Clarifying GEP semantics

Hello, I’m trying to figure out what’s legal and what’s not legal to do with GEP instruction in llvm and have some confusion that you can hopefully help me resolve.

Reading The Often Misunderstood GEP Instruction — LLVM 17.0.0git documentation:

Without the inbounds keyword, there are no restrictions on computing out-of-bounds addresses. Obviously, performing a load or a store requires an address of allocated and sufficiently aligned memory. But the GEP itself is only concerned with computing addresses.

seems to imply that non-inbounds gep could be used to produce out-of-bounds address and it’s perfectly legal to use that address to load/store as long as it points to sufficiently aligned “allocated” memory.

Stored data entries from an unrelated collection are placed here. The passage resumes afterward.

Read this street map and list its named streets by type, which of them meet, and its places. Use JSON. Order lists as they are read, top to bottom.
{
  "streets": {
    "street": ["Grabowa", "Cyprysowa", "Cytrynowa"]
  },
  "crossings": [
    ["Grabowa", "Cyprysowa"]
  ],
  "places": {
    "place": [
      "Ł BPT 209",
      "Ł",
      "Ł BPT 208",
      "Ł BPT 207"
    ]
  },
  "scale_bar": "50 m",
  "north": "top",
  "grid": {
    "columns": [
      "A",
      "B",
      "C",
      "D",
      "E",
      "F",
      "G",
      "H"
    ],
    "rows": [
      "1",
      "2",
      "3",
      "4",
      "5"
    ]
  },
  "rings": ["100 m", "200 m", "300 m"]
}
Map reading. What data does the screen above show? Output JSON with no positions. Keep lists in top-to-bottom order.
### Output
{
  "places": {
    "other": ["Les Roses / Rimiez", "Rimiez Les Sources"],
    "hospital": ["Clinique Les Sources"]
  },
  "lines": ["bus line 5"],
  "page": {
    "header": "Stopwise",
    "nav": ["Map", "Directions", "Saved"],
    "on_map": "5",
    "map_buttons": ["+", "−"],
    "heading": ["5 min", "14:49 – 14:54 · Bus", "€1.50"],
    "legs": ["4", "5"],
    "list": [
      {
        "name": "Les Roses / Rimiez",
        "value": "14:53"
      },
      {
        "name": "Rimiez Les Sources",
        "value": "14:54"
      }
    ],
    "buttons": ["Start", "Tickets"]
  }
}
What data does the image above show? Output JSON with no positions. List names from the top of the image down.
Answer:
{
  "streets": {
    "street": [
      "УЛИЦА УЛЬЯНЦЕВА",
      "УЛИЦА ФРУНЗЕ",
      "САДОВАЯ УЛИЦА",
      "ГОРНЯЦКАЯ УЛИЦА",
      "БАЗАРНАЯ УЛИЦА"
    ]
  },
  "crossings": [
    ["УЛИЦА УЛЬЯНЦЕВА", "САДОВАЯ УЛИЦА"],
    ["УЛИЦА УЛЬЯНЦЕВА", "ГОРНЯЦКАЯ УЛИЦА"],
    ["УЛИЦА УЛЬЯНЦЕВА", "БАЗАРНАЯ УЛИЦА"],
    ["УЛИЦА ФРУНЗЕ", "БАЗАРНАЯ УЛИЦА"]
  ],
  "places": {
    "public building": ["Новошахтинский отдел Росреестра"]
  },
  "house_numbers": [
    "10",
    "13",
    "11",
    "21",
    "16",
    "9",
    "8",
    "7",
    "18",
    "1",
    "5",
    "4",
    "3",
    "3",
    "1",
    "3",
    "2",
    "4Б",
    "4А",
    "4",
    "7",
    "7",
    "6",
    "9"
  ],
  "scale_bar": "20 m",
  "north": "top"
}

However, reading different section on the same page The Often Misunderstood GEP Instruction — LLVM 17.0.0git documentation:

It’s invalid to take a GEP from one object, address into a different separately allocated object, and dereference it.

which seemingly contradicts the statement above (unless there is an implicit “inbounds” everywhere).

Also:

Can I compute the distance between two objects, and add that value to one address to compute the other address?
As with arithmetic on null, you can use GEP to compute an address that way, but you can’t use that pointer to actually access the object if you do, unless the object is managed outside of LLVM.

What is meant by “object is managed outside of LLVM”? Does it mean that if some “managed outside” condition is meant, then it’s legal to load/store from this pointer inside llvm? Or was the intent here to only allow producing such address in the IR visible to llvm (so managed in this case should be read as “accessed”)?

Taking into the account all this, is the following transformation currently considered legal?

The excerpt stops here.